Restate, word for word and with nothing added, the lines from the one containing "Serialize what can" through the last line of the material below.

──────────────────────────────

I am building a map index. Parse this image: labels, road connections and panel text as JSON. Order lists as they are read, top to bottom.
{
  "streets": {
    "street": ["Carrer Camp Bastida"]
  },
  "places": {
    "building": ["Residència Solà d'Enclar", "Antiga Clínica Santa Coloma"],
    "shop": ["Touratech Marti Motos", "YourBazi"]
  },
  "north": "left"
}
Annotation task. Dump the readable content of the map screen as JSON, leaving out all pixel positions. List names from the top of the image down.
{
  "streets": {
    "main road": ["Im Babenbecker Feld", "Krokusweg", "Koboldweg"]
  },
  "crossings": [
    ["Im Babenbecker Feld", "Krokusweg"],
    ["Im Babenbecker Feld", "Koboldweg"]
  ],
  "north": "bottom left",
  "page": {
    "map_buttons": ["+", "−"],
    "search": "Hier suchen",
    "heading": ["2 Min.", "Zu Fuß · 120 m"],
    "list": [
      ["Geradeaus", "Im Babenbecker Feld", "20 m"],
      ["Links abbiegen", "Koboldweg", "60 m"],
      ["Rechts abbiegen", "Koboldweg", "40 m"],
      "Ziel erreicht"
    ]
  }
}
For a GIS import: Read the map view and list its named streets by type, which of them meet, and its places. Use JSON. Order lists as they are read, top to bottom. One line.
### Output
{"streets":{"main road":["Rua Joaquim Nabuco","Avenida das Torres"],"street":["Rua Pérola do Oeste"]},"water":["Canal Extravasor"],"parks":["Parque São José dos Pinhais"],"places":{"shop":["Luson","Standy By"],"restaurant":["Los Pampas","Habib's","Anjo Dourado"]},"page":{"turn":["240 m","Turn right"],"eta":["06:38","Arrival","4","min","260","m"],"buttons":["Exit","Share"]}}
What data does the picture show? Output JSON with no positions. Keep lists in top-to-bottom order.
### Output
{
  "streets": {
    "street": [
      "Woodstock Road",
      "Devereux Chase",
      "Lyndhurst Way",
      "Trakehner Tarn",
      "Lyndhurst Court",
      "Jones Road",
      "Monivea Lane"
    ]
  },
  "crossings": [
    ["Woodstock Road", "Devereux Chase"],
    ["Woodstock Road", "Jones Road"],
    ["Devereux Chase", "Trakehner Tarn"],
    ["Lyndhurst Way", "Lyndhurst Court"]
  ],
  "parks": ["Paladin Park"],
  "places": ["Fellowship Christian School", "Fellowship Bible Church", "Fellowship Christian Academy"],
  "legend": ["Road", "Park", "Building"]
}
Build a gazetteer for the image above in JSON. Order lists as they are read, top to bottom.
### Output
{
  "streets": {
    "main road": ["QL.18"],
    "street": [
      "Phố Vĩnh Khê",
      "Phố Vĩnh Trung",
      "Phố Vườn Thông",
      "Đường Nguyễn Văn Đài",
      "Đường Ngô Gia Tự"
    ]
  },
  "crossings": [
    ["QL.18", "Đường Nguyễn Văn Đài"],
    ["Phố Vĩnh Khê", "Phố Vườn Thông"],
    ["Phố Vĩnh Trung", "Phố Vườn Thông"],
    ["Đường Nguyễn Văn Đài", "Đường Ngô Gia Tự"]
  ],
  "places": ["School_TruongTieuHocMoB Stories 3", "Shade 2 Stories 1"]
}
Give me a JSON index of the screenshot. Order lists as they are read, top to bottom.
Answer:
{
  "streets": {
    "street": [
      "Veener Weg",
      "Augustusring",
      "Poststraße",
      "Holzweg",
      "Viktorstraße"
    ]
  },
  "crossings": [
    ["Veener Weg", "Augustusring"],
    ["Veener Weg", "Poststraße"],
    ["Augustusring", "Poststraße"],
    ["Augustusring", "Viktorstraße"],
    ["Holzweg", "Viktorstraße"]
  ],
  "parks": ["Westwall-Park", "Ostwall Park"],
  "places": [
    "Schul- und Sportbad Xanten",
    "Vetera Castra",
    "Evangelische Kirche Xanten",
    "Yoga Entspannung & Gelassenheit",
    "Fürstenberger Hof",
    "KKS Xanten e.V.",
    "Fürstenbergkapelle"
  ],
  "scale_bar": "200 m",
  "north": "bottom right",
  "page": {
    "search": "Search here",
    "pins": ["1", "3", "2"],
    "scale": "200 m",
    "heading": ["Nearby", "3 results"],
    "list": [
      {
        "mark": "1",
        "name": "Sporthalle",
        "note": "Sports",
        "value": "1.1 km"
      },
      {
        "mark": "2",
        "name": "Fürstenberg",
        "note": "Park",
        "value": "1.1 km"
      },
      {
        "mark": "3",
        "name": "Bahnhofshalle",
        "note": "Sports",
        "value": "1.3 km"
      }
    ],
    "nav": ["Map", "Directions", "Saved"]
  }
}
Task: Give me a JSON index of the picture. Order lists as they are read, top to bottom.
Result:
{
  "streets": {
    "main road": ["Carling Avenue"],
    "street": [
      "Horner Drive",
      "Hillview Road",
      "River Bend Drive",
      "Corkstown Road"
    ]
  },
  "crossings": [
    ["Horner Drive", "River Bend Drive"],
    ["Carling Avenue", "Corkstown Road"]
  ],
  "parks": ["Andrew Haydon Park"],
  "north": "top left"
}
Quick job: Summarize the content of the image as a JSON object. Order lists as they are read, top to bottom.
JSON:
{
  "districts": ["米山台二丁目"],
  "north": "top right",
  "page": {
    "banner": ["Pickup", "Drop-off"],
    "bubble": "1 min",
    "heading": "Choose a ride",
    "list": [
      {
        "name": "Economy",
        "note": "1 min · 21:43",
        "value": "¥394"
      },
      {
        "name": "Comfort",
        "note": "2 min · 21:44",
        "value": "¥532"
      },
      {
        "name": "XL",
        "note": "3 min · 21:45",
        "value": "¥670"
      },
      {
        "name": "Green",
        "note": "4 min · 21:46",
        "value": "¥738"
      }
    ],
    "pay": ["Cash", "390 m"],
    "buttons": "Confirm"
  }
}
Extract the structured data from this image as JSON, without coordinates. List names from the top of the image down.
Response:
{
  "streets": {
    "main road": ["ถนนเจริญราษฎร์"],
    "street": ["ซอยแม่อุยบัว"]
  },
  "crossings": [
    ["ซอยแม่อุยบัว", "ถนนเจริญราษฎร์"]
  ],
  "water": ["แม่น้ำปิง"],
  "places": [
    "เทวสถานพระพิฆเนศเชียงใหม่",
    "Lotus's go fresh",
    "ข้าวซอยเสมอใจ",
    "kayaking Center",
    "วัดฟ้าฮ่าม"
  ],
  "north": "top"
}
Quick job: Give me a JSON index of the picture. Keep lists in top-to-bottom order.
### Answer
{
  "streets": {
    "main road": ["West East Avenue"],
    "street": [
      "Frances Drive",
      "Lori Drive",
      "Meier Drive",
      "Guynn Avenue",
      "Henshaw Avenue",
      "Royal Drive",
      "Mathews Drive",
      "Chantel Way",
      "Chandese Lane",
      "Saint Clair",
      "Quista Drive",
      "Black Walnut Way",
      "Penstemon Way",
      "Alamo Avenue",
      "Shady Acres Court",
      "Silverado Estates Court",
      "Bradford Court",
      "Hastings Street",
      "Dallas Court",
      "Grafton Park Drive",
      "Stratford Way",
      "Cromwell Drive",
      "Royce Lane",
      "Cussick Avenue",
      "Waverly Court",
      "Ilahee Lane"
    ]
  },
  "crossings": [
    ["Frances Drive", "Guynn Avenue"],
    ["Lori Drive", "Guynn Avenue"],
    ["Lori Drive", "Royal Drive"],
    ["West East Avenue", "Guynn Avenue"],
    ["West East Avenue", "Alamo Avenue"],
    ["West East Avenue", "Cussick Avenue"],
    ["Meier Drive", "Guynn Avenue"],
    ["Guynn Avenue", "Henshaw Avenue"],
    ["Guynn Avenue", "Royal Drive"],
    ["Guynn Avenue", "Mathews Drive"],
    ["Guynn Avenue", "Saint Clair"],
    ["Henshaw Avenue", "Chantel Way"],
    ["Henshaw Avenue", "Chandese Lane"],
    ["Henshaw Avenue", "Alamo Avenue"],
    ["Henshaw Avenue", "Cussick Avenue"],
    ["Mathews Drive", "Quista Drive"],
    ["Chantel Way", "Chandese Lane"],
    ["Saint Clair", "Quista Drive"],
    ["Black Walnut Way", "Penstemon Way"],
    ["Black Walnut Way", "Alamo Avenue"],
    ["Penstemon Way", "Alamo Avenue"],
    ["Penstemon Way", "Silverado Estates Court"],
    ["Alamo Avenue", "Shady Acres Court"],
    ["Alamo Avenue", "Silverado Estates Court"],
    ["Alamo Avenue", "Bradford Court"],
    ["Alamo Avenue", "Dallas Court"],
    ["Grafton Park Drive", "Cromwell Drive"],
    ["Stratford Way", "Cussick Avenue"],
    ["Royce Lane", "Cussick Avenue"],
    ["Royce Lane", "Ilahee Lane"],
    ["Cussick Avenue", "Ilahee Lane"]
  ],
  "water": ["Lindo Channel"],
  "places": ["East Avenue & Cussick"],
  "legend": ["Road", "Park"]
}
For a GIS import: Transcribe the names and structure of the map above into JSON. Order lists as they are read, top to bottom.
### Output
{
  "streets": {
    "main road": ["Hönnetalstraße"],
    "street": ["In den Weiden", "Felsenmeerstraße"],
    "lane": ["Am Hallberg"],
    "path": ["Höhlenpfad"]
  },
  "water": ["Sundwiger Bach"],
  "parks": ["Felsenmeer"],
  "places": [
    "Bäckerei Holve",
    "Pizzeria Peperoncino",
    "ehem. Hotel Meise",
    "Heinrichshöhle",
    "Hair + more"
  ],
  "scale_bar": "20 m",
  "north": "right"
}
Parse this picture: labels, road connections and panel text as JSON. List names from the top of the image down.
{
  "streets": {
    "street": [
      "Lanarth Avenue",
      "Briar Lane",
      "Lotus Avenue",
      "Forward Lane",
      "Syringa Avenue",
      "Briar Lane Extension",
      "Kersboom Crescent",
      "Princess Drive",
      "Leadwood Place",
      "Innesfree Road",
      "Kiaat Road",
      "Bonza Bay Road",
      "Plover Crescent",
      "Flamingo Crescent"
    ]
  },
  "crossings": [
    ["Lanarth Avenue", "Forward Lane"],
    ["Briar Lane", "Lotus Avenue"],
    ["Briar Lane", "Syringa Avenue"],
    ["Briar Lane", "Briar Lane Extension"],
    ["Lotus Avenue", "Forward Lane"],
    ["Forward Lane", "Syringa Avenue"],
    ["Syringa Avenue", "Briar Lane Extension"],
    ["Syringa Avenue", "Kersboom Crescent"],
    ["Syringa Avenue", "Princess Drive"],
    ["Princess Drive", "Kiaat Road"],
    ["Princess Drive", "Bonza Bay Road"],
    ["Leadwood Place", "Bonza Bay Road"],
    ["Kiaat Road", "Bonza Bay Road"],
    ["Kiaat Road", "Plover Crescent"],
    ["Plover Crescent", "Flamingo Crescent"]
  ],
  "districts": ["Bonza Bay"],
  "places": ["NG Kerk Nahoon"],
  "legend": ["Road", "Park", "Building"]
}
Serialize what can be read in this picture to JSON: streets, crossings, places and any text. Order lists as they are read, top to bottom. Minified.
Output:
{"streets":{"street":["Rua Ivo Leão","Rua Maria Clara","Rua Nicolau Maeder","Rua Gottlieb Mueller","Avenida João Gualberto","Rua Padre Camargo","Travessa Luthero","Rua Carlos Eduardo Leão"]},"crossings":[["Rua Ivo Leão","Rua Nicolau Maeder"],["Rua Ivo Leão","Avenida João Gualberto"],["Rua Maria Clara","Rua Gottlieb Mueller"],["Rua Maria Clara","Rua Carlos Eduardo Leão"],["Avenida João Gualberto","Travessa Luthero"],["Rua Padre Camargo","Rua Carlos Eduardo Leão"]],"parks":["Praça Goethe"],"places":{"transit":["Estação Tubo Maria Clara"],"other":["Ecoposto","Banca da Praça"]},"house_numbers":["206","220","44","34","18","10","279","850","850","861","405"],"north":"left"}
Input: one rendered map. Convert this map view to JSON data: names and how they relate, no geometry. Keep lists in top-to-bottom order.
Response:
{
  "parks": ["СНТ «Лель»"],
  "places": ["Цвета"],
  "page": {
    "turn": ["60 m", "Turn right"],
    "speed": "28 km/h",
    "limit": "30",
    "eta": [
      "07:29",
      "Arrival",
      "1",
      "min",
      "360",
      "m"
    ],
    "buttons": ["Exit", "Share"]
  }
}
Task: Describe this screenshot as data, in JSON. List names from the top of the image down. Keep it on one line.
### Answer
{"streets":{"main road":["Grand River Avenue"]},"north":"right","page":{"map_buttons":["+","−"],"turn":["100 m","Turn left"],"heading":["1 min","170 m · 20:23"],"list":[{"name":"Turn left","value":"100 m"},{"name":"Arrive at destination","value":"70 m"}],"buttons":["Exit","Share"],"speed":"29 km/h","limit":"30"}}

──────────────────────────────

**RESULT OF THE TASK**
Serialize what can be read in this picture to JSON: streets, crossings, places and any text. Order lists as they are read, top to bottom. Minified.
Output:
{"streets":{"street":["Rua Ivo Leão","Rua Maria Clara","Rua Nicolau Maeder","Rua Gottlieb Mueller","Avenida João Gualberto","Rua Padre Camargo","Travessa Luthero","Rua Carlos Eduardo Leão"]},"crossings":[["Rua Ivo Leão","Rua Nicolau Maeder"],["Rua Ivo Leão","Avenida João Gualberto"],["Rua Maria Clara","Rua Gottlieb Mueller"],["Rua Maria Clara","Rua Carlos Eduardo Leão"],["Avenida João Gualberto","Travessa Luthero"],["Rua Padre Camargo","Rua Carlos Eduardo Leão"]],"parks":["Praça Goethe"],"places":{"transit":["Estação Tubo Maria Clara"],"other":["Ecoposto","Banca da Praça"]},"house_numbers":["206","220","44","34","18","10","279","850","850","861","405"],"north":"left"}
Input: one rendered map. Convert this map view to JSON data: names and how they relate, no geometry. Keep lists in top-to-bottom order.
Response:
{
  "parks": ["СНТ «Лель»"],
  "places": ["Цвета"],
  "page": {
    "turn": ["60 m", "Turn right"],
    "speed": "28 km/h",
    "limit": "30",
    "eta": [
      "07:29",
      "Arrival",
      "1",
      "min",
      "360",
      "m"
    ],
    "buttons": ["Exit", "Share"]
  }
}
Task: Describe this screenshot as data, in JSON. List names from the top of the image down. Keep it on one line.
### Answer
{"streets":{"main road":["Grand River Avenue"]},"north":"right","page":{"map_buttons":["+","−"],"turn":["100 m","Turn left"],"heading":["1 min","170 m · 20:23"],"list":[{"name":"Turn left","value":"100 m"},{"name":"Arrive at destination","value":"70 m"}],"buttons":["Exit","Share"],"speed":"29 km/h","limit":"30"}}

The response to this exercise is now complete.